Exercise instructions: Find the lines of the listing that contain the string "Avenue", and return them.

The data:
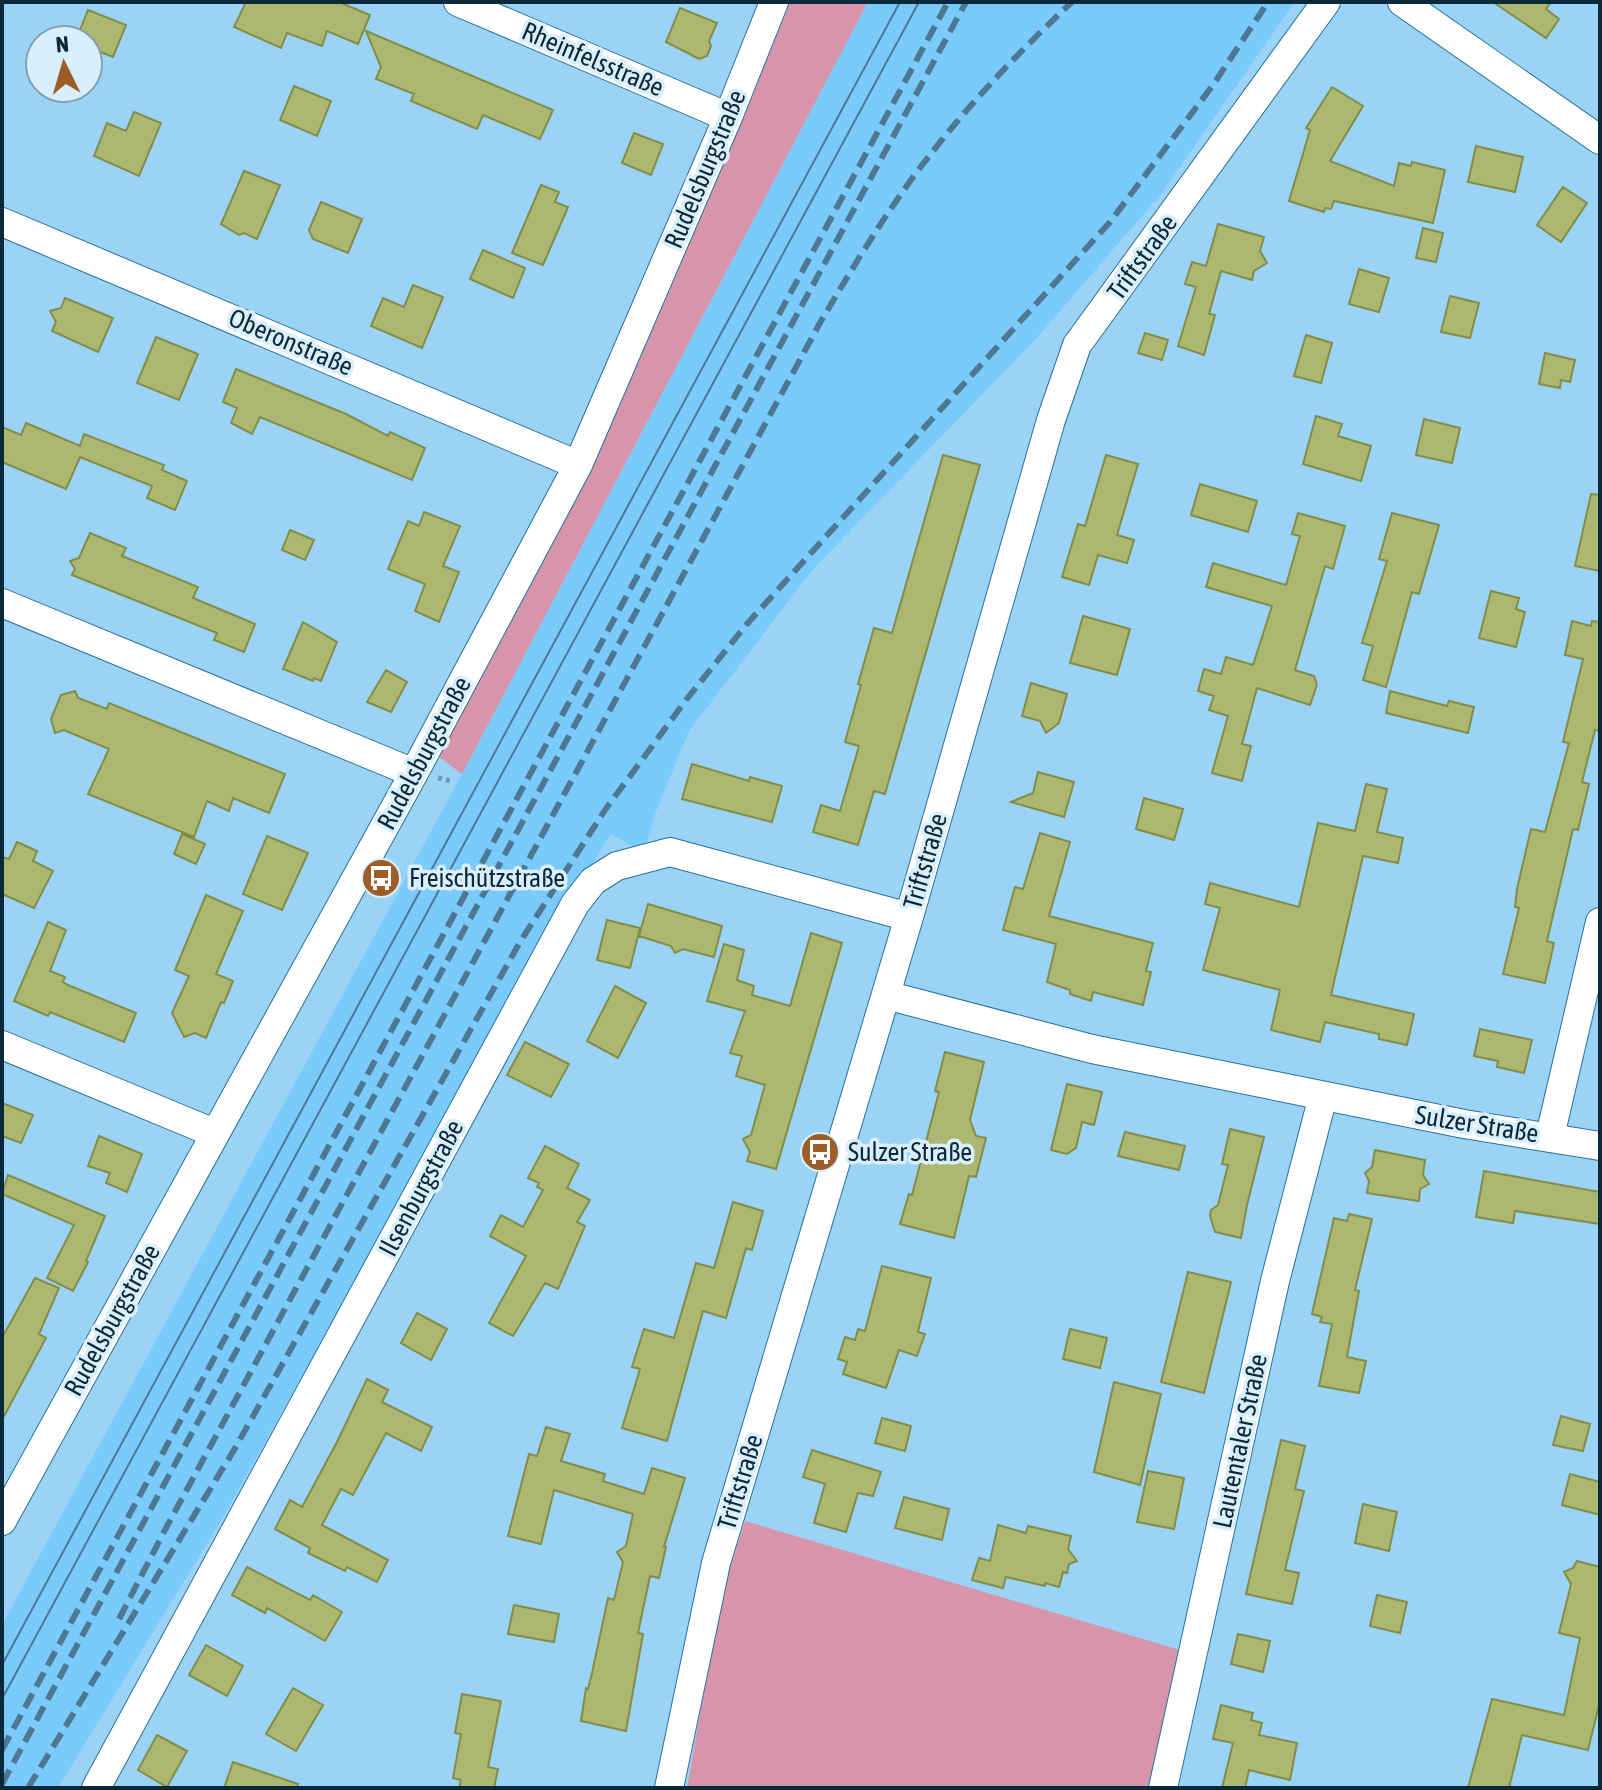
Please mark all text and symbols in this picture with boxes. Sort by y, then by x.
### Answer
street label: Rheinfelsstraße [518,16,668,102]
north arrow [24,24,104,104]
text: N [55,31,70,58]
street label: Rudelsburgstraße [658,86,752,252]
street label: Triftstraße [1101,208,1183,306]
street label: Oberonstraße [225,302,357,382]
street label: Rudelsburgstraße [371,672,477,834]
street label: Triftstraße [897,810,953,912]
bus stop icon: Freischützstraße [360,857,402,899]
place label: Freischützstraße [409,863,565,893]
street label: Sulzer Straße [1413,1099,1541,1149]
street label: Ilsenburgstraße [373,1115,469,1261]
bus stop icon: Sulzer Straße [799,1131,841,1173]
place label: Sulzer Straße [848,1137,972,1167]
street label: Rudelsburgstraße [58,1239,166,1401]
street label: Lautentaler Straße [1207,1351,1273,1531]
street label: Triftstraße [711,1431,769,1533]

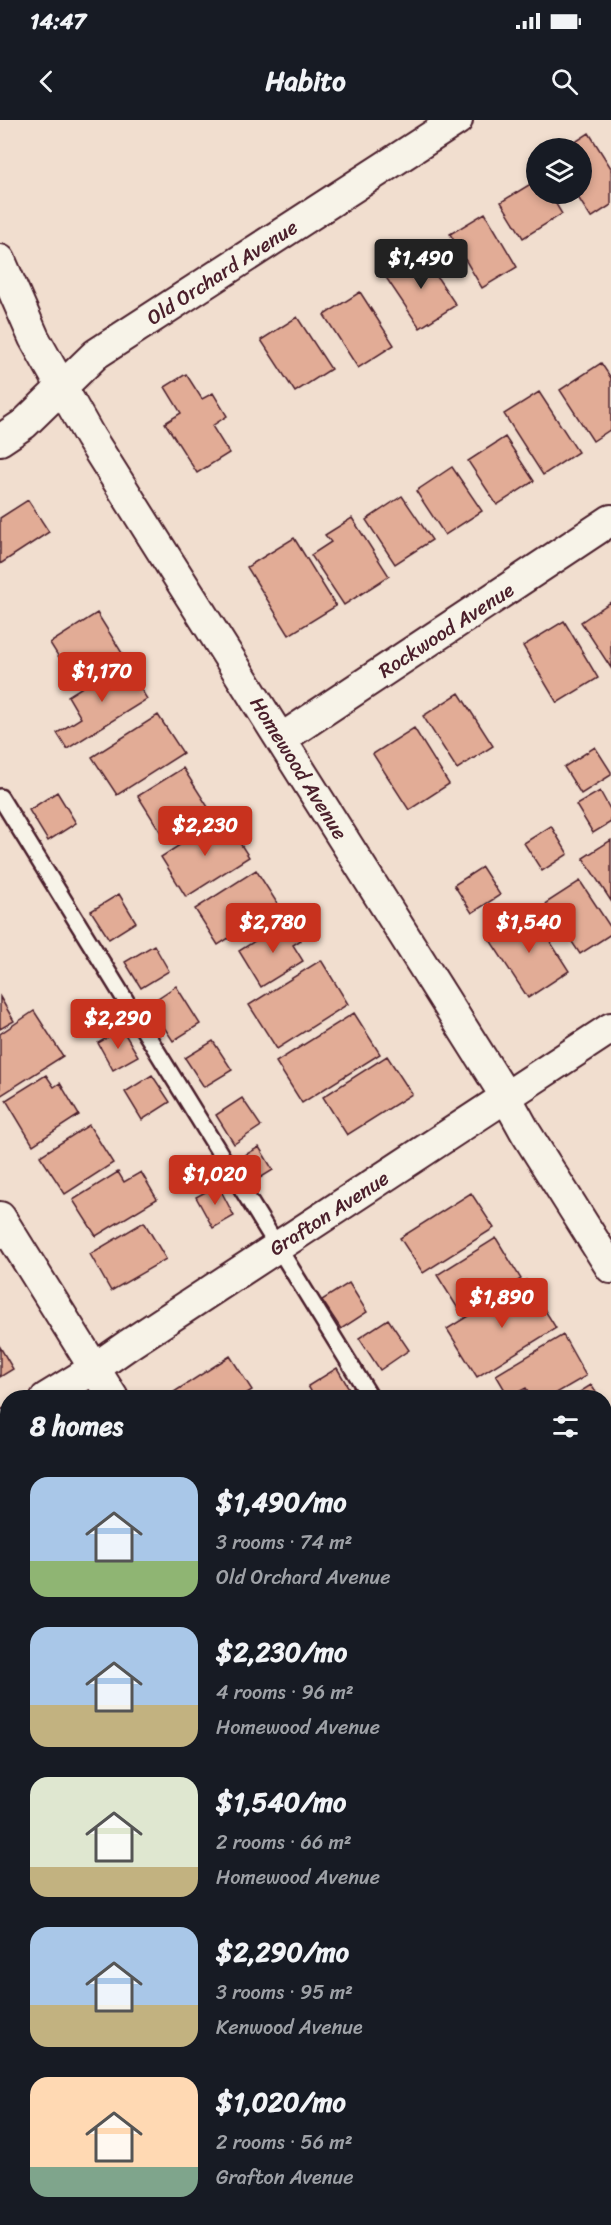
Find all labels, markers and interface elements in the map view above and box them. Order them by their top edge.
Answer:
text: 14:47 [30,2,86,41]
text: Habito [265,57,346,105]
icon: back [30,65,63,98]
icon: search [548,65,581,98]
map controls [526,138,592,204]
button: layers [526,138,592,204]
street label: Old Orchard Avenue [140,210,305,335]
pin: $1,490 [372,239,470,290]
text: $1,490 [389,241,453,276]
street label: Rockwood Avenue [371,573,522,688]
pin: $1,170 [53,652,151,703]
text: $1,170 [72,654,132,689]
street label: Homewood Avenue [240,689,357,847]
pin: $2,230 [156,806,254,857]
text: $2,230 [172,808,238,843]
pin: $2,780 [224,903,322,954]
pin: $1,540 [480,903,578,954]
text: $2,780 [240,905,306,940]
text: $1,540 [497,905,561,940]
pin: $2,290 [69,999,167,1050]
text: $2,290 [85,1001,151,1036]
pin: $1,020 [166,1155,264,1206]
text: $1,020 [183,1157,247,1192]
street label: Grafton Avenue [262,1161,396,1266]
pin: $1,890 [453,1278,551,1329]
text: $1,890 [470,1280,534,1315]
text: 8 homes [30,1403,123,1449]
icon: filters [549,1410,582,1443]
text: $1,490/mo [216,1479,346,1525]
icon: home [78,1501,150,1573]
text: 3 rooms · 74 m² [216,1525,352,1560]
text: Old Orchard Avenue [216,1560,391,1595]
text: $2,230/mo [216,1629,347,1675]
icon: home [78,1651,150,1723]
text: 4 rooms · 96 m² [216,1675,354,1710]
text: Homewood Avenue [216,1710,380,1745]
text: $1,540/mo [216,1779,346,1825]
icon: home [78,1801,150,1873]
text: 2 rooms · 66 m² [216,1825,352,1860]
text: Homewood Avenue [216,1860,380,1895]
text: $2,290/mo [216,1929,349,1975]
icon: home [78,1951,150,2023]
text: 3 rooms · 95 m² [216,1975,353,2010]
text: Kenwood Avenue [216,2010,363,2045]
text: $1,020/mo [216,2079,346,2125]
icon: home [78,2101,150,2173]
text: 2 rooms · 56 m² [216,2125,353,2160]
text: Grafton Avenue [216,2160,354,2195]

Exercise result:
street label: Old Orchard Avenue [140,210,305,335]
street label: Rockwood Avenue [371,573,522,688]
street label: Homewood Avenue [240,689,357,847]
street label: Grafton Avenue [262,1161,396,1266]
text: Old Orchard Avenue [216,1560,391,1595]
text: Homewood Avenue [216,1710,380,1745]
text: Homewood Avenue [216,1860,380,1895]
text: Kenwood Avenue [216,2010,363,2045]
text: Grafton Avenue [216,2160,354,2195]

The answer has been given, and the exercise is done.